— GIVEN MATERIAL —
• • • • •

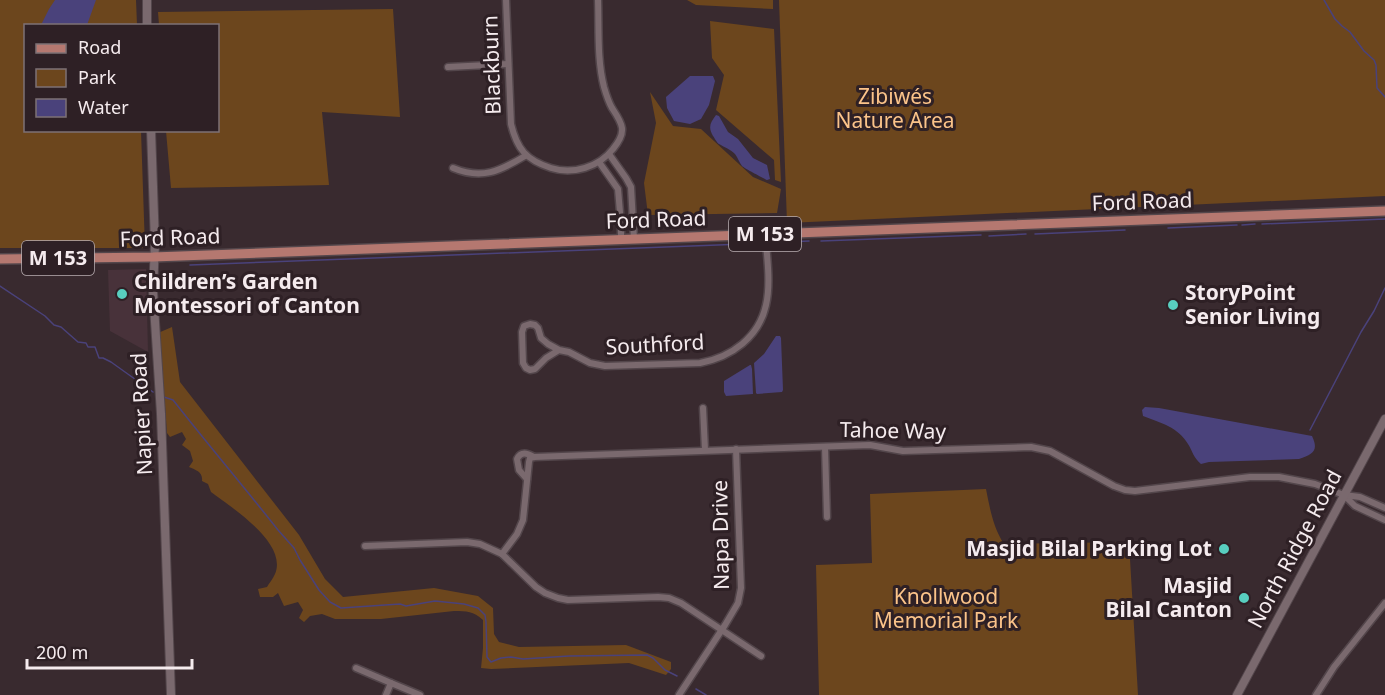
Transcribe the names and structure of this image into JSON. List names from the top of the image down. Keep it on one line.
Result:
{"streets":{"main road":["Ford Road","M 153"],"street":["Blackburn","Southford","Napier Road","Tahoe Way","Napa Drive","North Ridge Road"]},"crossings":[["Ford Road","Southford"],["Ford Road","Napier Road"],["Tahoe Way","Napa Drive"],["Tahoe Way","North Ridge Road"]],"parks":["Zibiwés Nature Area","Knollwood Memorial Park"],"places":["Children’s Garden Montessori of Canton","StoryPoint Senior Living","Masjid Bilal Parking Lot","Masjid Bilal Canton"],"legend":["Road","Park","Water"],"scale_bar":"200 m"}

• • • • •

— WORK REQUEST —
The task calls for repeating each line above exactly while excluding the pictures.

— EXERCISE SOLUTION —
Transcribe the names and structure of this image into JSON. List names from the top of the image down. Keep it on one line.
Result:
{"streets":{"main road":["Ford Road","M 153"],"street":["Blackburn","Southford","Napier Road","Tahoe Way","Napa Drive","North Ridge Road"]},"crossings":[["Ford Road","Southford"],["Ford Road","Napier Road"],["Tahoe Way","Napa Drive"],["Tahoe Way","North Ridge Road"]],"parks":["Zibiwés Nature Area","Knollwood Memorial Park"],"places":["Children’s Garden Montessori of Canton","StoryPoint Senior Living","Masjid Bilal Parking Lot","Masjid Bilal Canton"],"legend":["Road","Park","Water"],"scale_bar":"200 m"}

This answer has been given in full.